== Material for this exercise
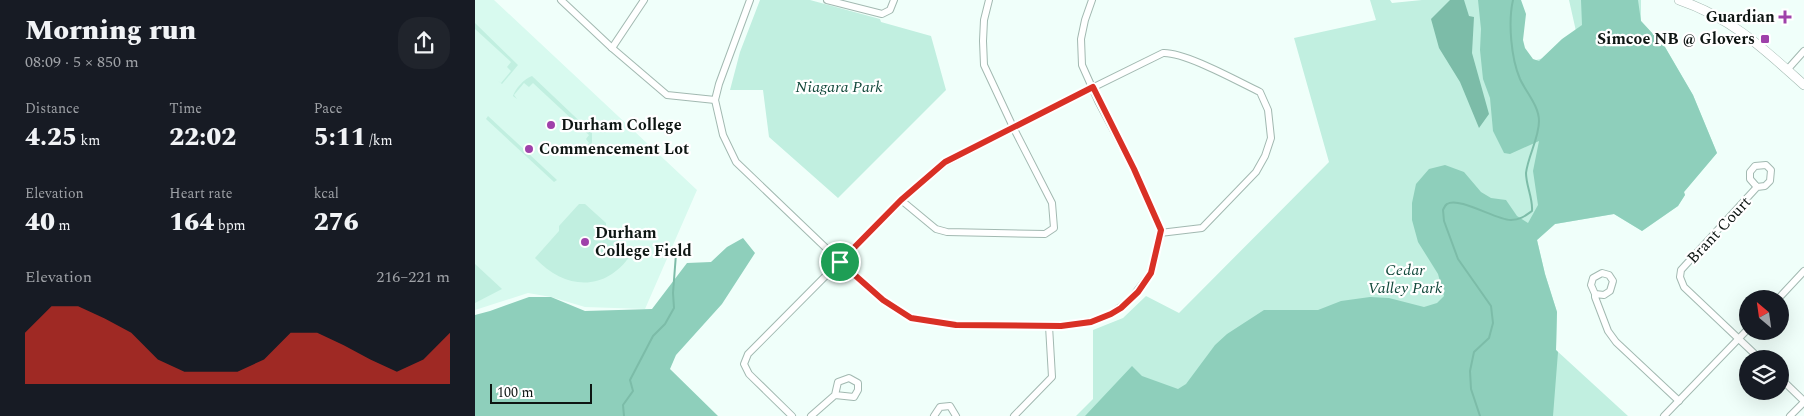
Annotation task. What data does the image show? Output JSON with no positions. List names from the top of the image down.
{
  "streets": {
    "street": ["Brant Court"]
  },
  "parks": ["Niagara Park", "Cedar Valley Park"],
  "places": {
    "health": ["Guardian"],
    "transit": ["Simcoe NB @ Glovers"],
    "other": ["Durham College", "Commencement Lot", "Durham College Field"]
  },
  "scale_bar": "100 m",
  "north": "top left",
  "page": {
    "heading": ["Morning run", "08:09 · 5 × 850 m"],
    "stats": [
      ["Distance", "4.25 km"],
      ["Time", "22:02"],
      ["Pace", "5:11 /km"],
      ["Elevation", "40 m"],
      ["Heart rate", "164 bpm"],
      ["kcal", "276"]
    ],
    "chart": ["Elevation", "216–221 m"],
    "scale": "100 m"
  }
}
====
### [Activity]
Check every line above for the string "Elevation" and copy those that have it.

### [Completed task]
      ["Elevation", "40 m"],
    "chart": ["Elevation", "216–221 m"],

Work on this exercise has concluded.